* [WHAT THE EXERCISE ASKS]
Beginning at the top of the entries below, retype each line exactly until the line containing "display:block; font-size:70px; line-height:85px" has been written out; include no pictures and no later lines.

* [DATA PROVIDED]
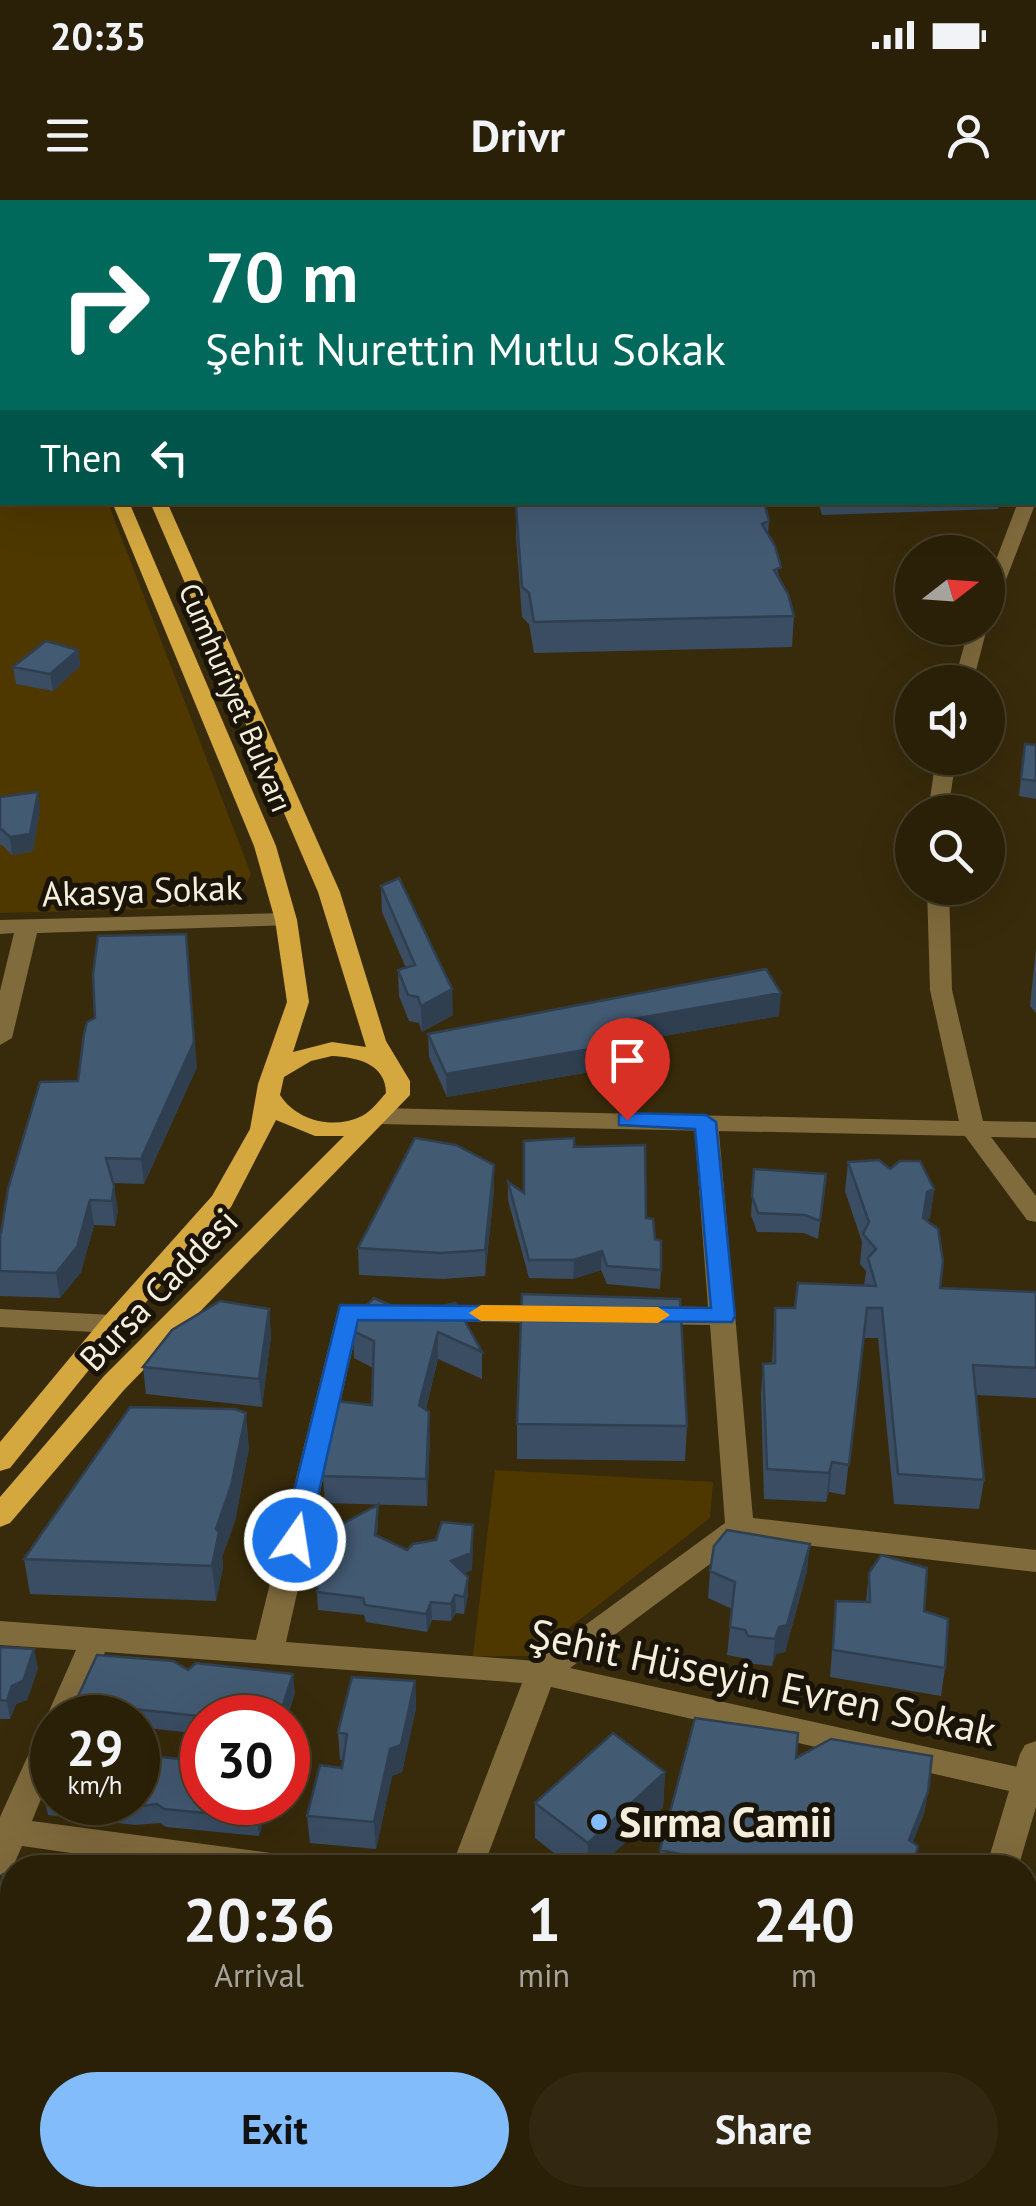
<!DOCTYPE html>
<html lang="en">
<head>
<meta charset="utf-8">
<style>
	body { margin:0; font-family:"PT Sans",sans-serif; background:#322812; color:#f1f3f6; height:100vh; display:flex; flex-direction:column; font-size:38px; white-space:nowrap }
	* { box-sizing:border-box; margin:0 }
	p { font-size:32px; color:#a5a39c }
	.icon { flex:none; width:55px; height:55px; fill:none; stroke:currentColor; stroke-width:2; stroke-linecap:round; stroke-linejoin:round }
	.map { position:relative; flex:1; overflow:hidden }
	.panel { position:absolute; left:0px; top:1655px; width:1038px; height:352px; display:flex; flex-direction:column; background:#2a2008; border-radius:40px 40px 0 0; box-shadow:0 10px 40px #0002,0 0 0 2px #463e29 }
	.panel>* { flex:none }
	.top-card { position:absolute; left:0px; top:0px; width:1038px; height:305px; box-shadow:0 10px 40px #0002,0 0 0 2px #463e29; background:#00695c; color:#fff; overflow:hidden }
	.needle { width:65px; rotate:73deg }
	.tools { position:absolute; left:895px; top:335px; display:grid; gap:20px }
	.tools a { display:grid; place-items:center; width:110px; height:110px; border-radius:50%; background:#2a2008; box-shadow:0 10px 40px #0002,0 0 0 2px #463e29; font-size:50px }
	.speed { position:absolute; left:30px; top:1495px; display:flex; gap:20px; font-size:50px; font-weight:700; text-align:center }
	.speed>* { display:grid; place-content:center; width:130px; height:130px; border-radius:50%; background:#2a2008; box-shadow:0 10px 40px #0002,0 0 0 2px #463e29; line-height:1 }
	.speed small { font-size:25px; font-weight:400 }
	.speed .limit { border:15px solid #d22; background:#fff; color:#111 }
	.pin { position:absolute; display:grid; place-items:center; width:85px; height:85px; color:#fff; margin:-102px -42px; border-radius:50% 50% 50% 0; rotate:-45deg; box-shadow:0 0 10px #0007 }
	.pin .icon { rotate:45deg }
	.me { position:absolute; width:110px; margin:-55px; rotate:13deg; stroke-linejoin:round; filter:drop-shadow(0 0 8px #0008) }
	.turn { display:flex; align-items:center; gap:35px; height:210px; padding:0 40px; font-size:45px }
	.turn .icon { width:130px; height:130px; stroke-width:2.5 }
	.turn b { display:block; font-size:70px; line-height:85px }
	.then { display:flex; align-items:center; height:95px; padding:0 40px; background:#0003; gap:20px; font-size:38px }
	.eta { display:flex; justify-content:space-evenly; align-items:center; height:170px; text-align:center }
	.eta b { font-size:60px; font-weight:700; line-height:70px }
	.action { display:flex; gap:20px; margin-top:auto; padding:20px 40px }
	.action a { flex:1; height:115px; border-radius:60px; background:#82bcfa; color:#111; font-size:40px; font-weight:700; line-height:115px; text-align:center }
	.action a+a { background:#322812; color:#f1f3f6 }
	.status { display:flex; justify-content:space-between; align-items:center; height:70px; padding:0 50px; background:#2a2008; direction:ltr }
	.status svg { height:28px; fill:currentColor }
	header { display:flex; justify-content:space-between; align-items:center; height:130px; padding:0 40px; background:#2a2008; font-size:45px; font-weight:700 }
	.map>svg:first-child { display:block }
</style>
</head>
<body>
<div class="status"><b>20:35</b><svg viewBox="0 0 49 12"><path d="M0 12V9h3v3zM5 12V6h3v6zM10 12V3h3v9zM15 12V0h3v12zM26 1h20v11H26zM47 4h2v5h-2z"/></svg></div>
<header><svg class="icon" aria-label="menu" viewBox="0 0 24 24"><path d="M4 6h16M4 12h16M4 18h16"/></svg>Drivr<svg class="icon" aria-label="person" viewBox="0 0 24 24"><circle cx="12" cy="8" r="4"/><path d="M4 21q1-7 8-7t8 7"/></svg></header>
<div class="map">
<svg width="1036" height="2006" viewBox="0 0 1036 2006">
	<rect width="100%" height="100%" fill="#382b0b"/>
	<path fill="#4e3800" d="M0,266L2,302L108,303L251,674L239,699L152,709L0,713Z
		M495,1270L713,1282L710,1318L533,1456H473Z"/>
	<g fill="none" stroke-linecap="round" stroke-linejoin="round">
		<path fill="#806b3d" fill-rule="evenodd" d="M0,139H2V149H0Z
			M286,713L294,715L297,720L294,725L37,733L12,838L0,845V791L14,733L0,734V720Z
			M706,914L718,922L753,1318L1036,1350V1372L745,1338L570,1468L1036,1571V1597L551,1487L483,1668H451L522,1483L105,1452L77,1518H52V1572L32,1621L279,1654L290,1658L295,1668H176L22,1646L11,1671L0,1675V1617L41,1527L49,1525L46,1518L76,1450L0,1445V1421L256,1440L339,1105H553L566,1114L553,1123L359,1120L286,1442L536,1461L725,1323L710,1125L648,1124L635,1115L648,1106L708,1107L694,922Z
			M0,1109L112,1115L125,1124L112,1133L0,1127Z
			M331,1995H367L363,2006H327Z"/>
		<path fill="#806b3d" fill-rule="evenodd" d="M1035,156H1036V166H1035Z
			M1036,273V286H1035V273Z
			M1035,301L1036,302L997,403L988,408V381L1018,302Z
			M969,428H987L973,482H954Z
			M936,558H956L948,612H928Z
			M927,688H949L952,790L983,921L1036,922V938L991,937L1036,996V1022L1027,1020L965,936L379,924L367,916L379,908L959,921L930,790Z
			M1036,1541V1607L1018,1668H986L1020,1554L1025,1545Z
			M891,1995H927L924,2006H888Z"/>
		<path fill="#d4a73f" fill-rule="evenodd" d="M18,0H32V2H18Z
			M49,0H63V2H49Z
			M112,302H129L276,646L297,720L309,802L293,852L332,842L366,847L318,692L150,302H167L340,692L386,841L410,881V895L124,1190L10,1323L0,1327V1297L104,1176L344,936H315L276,920L231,1007L121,1130L10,1268L0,1271V1242L103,1118L212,996L250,929L258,884L287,802L275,720L254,646ZM332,856C357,857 386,864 386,893C379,901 371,911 362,916C333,930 297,921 280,895L284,877L311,861Z"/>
	</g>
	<path fill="#3a4d63" d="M142,0H202L201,2H143Z
		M818,302H998V309L822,315Z
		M516,306L769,321L768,334L780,380L794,416L792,447L534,453L529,424L522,417L516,336Z
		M78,450L80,466L53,491L16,484L13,467Z
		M1025,544L1036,545V599L1019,596Z
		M0,597L40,609L33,651L12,655L2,645H0Z
		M381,686L453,815L422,832L419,823L409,821L399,796L398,770L406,768L382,712Z
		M1036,749V813L1030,806Z
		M779,816L624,843V866L447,897L429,857L428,834Z
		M197,867L144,984L113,983L118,1011L115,1026L94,1025L81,1072L60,1098L0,1096V1033L78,881Z
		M574,947L646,1018L661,1070L660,1089L607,1084L601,1070L573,1079L529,1078L508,1000V982L524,993Z
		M848,962L890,969L934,989L930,1018L926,1020L940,1088L1036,1092V1198L976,1195L984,1280L979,1309L894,1304L878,1138H863L845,1295L829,1292L826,1302L764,1299L761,1194L763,1164L772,1163L775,1108H795L864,1086L866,1071L860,1064L862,1042L845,991Z
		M754,969L826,974L818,1039L804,1033L757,1032L751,1015Z
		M494,991L485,1076L443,1079L359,1075L358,1048Z
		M374,1098L482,1152V1179L438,1159L426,1209L430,1239L427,1306L325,1303L323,1276L372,1205L373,1168L354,1158L353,1131Z
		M269,1109L271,1136L262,1207L146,1194L143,1167Z
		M517,1224L687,1226L685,1261L517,1259Z
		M249,1248L235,1321L222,1357L223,1367L216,1401L30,1394L24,1359Z
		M378,1323L377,1336L407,1350L473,1325L472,1370L464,1373L468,1395L464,1414L456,1413L451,1421L432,1420L427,1432L366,1422L364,1415L318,1410L317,1392L334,1345Z
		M710,1371H807L785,1452L776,1454L772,1466L745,1463L743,1458L727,1455L732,1409L708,1398Z
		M869,1373L924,1411L945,1468L941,1496L830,1477L836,1401L866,1402Z
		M0,1447L38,1468L27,1500L16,1504L10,1519H0Z
		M188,1470L295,1493L287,1518H202V1534L138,1527V1518H77L75,1503Z
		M415,1481L416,1508L402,1572L392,1576L376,1649L310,1643L307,1616L342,1568L343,1560H340L338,1532Z
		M796,1558L928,1592L924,1613L913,1642L915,1668H659L660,1650Z
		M665,1572L663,1607L598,1668H573L535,1638V1603Z
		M52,1575V1602H269L259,1636L166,1627L160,1623L135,1625L48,1615L44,1597Z
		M477,1995H513L510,2004Z
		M707,1995H819L816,2006H731L707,1999Z"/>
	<path fill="#2f3f50" d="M2,200V227L0,230V204Z
		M78,450L80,466L53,491L50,474Z
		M38,592L40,609L33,651L12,655L10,637Z
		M186,734L197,867L144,984L141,959Z
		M452,789L453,815L422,832L421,806Z
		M781,793L779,816L624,843V866L447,897L446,874L616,822Z
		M494,965V991L485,1076V1050Z
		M114,986L118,1011L115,1026L112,1001Z
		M934,989L930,1018L923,1022L927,992Z
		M90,1000L94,1025L81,1072L60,1098L56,1073Z
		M602,1051L601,1070L573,1079L574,1060Z
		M269,1109L271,1136L262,1207L259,1179Z
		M438,1132V1159L420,1232L419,1205Z
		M429,1212L430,1239L427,1306L426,1279Z
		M246,1213L249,1248L235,1321L222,1357L223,1367L216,1401L212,1366L216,1329Z
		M832,1262L829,1292L826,1302L829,1273Z
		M378,1305V1323L375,1353V1335Z
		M473,1325L472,1370L452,1379L451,1361Z
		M810,1344L807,1371L785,1452L776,1454L772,1466L775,1439Z
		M468,1377V1395L464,1414V1397Z
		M455,1395L456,1413L451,1421V1404Z
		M431,1402L432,1420L427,1432L426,1414Z
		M34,1449L38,1468L27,1500L16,1504L10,1519L7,1501L12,1486Z
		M293,1474L295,1493L287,1518H279Z
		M415,1481L416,1508L402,1572L392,1576L376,1649L374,1622L390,1549Z
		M665,1572L663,1607L598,1668H587L588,1643Z
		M928,1592L924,1613L906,1661L909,1640Z
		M262,1602H269L259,1636L257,1618Z
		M18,1995H27L25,2006H16Z
		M200,1995H210L207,2006H197Z"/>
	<path fill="#435a73" stroke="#2f3f50" stroke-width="2.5" d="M0,158H2V200L0,204Z
		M644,302H764L769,321L762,324L775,346L781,367L774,370L788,394L794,416L534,422L529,393L522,387L516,306Z
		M46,441L78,450L50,474L13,467Z
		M1025,544L1036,545V581L1021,579Z
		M38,592L30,634L10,637L0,628V597Z
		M399,678L452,789L421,806L418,797L408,795L398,770L415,765L381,686Z
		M186,734L194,842L141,959L106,958L114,986L112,1001L90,1000L77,1047L56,1073L0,1071V1033H1L8,989L40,882L78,881L84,834L87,822L95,818L93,775L98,736Z
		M766,769L781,793L616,822L624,843L446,874L428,834Z
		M415,938L456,945L494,965L485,1050L442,1053L358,1048Z
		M574,938V947L645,945L646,1018L653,1019L655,1039L661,1041V1070L607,1066L602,1051L574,1060H529L508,982L524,993V941Z
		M879,960L890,969L900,961H920L934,989L927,992L923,1018L938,1029L943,1061L940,1088L1036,1092V1168L973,1165L984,1280L898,1274L882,1108H867L849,1265L832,1262L829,1273L767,1269L763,1164L775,1163V1108H795L798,1083L876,1086L868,1058L876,1049L863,1034L869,1022L848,962Z
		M754,969L826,974L820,1021L805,1015L758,1013L752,996Z
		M522,1094L680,1099L687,1226L517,1224Z
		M374,1098L410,1114L455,1103L482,1152L438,1132L419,1205L429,1212L426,1279L323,1276L336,1201L372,1205L374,1141L353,1131L357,1114Z
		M220,1101L269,1109L259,1179L143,1167L172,1130Z
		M130,1207L235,1209L246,1213L231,1286L216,1329L219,1332L212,1366L24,1359Z
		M378,1305L375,1335L407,1350L413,1344L436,1340L442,1322L473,1325L471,1353L451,1361L468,1377L464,1397L455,1395L451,1404L431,1402L426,1414L365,1405L363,1398L317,1392L319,1347L334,1345L340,1325Z
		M727,1330L810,1344L787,1425L779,1427L775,1439L748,1436L745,1430L730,1427L735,1382L710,1371L714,1346Z
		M881,1355L927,1368L924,1411L948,1419L945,1468L833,1450L836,1401L870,1402L869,1373Z
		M0,1447L34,1449L23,1481L12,1486L7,1501L0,1500Z
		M97,1455L173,1461L188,1470L196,1463L293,1474L279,1518H219L75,1503Z
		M352,1477L415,1481L401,1545L390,1549L374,1622L307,1616L320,1565L342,1568L347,1534L338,1532Z
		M695,1518L798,1533L796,1558L831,1539L932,1556L928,1592L909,1640L918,1646L913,1668H752L660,1650Z
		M613,1533L665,1572L588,1643L535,1603Z
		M138,1555L202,1561V1602H262L257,1618L164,1609L157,1604L132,1607L94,1602H138Z
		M52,1575V1598L44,1597Z
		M3,1674H12V1995H18L16,2006H0V1688Z
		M1036,1750V2006H973L976,1995H1025V1800Z
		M120,1995H200L197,2006H117Z
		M755,1995H817L813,2006H791Z"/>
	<path fill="#1a73e8" stroke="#114b97" stroke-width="2.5" d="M627,913L706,915L716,922L735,1116L732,1122L358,1120L308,1340L304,1347H286L282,1340L340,1105L711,1108L695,929L619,925V915Z"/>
	<path fill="#f59e0b" d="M481,1105L658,1107L670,1115L658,1123L481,1121L469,1113Z"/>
	<circle fill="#82bcfa" stroke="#1a1408" stroke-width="4" cx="599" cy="1622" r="10"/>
	<g text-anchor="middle" stroke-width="10" stroke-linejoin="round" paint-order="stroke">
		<g font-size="30" fill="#f6eedc" stroke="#1a1408">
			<text transform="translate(235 498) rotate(67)" y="10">Cumhuriyet Bulvarı</text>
		</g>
		<g font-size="35" fill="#f6eedc" stroke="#1a1408">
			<text transform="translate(142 691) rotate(-2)" y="12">Akasya Sokak</text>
			<text transform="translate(159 1090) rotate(-46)" y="12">Bursa Caddesi</text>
		</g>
		<g font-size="42" fill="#f6eedc" stroke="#1a1408">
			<text transform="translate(763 1482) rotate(12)" y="15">Şehit Hüseyin Evren Sokak</text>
		</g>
		<g font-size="42" font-weight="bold" fill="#f6eedc" stroke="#1a1408" text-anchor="start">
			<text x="619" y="1637">Sırma Camii</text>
		</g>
	</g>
</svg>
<div class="tools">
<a><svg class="needle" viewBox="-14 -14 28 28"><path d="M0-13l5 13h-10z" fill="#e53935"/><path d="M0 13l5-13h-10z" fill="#a5a39c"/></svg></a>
<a><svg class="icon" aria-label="sound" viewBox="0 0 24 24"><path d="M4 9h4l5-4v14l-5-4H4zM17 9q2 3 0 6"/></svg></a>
<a><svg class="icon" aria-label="search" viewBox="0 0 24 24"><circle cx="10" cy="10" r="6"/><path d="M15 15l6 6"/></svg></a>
</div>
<div class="speed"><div>29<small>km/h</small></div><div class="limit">30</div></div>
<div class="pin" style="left:627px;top:920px;background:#d93025"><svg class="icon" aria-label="arrive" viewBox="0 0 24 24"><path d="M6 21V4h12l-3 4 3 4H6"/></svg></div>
<svg class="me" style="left:295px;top:1340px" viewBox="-20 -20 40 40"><circle r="17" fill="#1a73e8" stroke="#fff" stroke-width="3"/><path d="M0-11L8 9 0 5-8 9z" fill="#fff"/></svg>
<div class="top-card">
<div class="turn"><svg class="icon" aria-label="right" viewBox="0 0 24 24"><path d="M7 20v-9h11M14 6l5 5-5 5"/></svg><div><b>70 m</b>Şehit Nurettin Mutlu Sokak</div></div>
<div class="then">Then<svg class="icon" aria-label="left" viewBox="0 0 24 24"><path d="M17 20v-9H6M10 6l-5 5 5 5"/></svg></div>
</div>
<section class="panel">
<div class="eta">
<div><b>20:36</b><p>Arrival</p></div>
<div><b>1</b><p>min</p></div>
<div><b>240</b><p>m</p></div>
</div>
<div class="action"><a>Exit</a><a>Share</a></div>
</section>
</div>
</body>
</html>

* [ANSWER TO THE PROBLEM]
<!DOCTYPE html>
<html lang="en">
<head>
<meta charset="utf-8">
<style>
	body { margin:0; font-family:"PT Sans",sans-serif; background:#322812; color:#f1f3f6; height:100vh; display:flex; flex-direction:column; font-size:38px; white-space:nowrap }
	* { box-sizing:border-box; margin:0 }
	p { font-size:32px; color:#a5a39c }
	.icon { flex:none; width:55px; height:55px; fill:none; stroke:currentColor; stroke-width:2; stroke-linecap:round; stroke-linejoin:round }
	.map { position:relative; flex:1; overflow:hidden }
	.panel { position:absolute; left:0px; top:1655px; width:1038px; height:352px; display:flex; flex-direction:column; background:#2a2008; border-radius:40px 40px 0 0; box-shadow:0 10px 40px #0002,0 0 0 2px #463e29 }
	.panel>* { flex:none }
	.top-card { position:absolute; left:0px; top:0px; width:1038px; height:305px; box-shadow:0 10px 40px #0002,0 0 0 2px #463e29; background:#00695c; color:#fff; overflow:hidden }
	.needle { width:65px; rotate:73deg }
	.tools { position:absolute; left:895px; top:335px; display:grid; gap:20px }
	.tools a { display:grid; place-items:center; width:110px; height:110px; border-radius:50%; background:#2a2008; box-shadow:0 10px 40px #0002,0 0 0 2px #463e29; font-size:50px }
	.speed { position:absolute; left:30px; top:1495px; display:flex; gap:20px; font-size:50px; font-weight:700; text-align:center }
	.speed>* { display:grid; place-content:center; width:130px; height:130px; border-radius:50%; background:#2a2008; box-shadow:0 10px 40px #0002,0 0 0 2px #463e29; line-height:1 }
	.speed small { font-size:25px; font-weight:400 }
	.speed .limit { border:15px solid #d22; background:#fff; color:#111 }
	.pin { position:absolute; display:grid; place-items:center; width:85px; height:85px; color:#fff; margin:-102px -42px; border-radius:50% 50% 50% 0; rotate:-45deg; box-shadow:0 0 10px #0007 }
	.pin .icon { rotate:45deg }
	.me { position:absolute; width:110px; margin:-55px; rotate:13deg; stroke-linejoin:round; filter:drop-shadow(0 0 8px #0008) }
	.turn { display:flex; align-items:center; gap:35px; height:210px; padding:0 40px; font-size:45px }
	.turn .icon { width:130px; height:130px; stroke-width:2.5 }
	.turn b { display:block; font-size:70px; line-height:85px }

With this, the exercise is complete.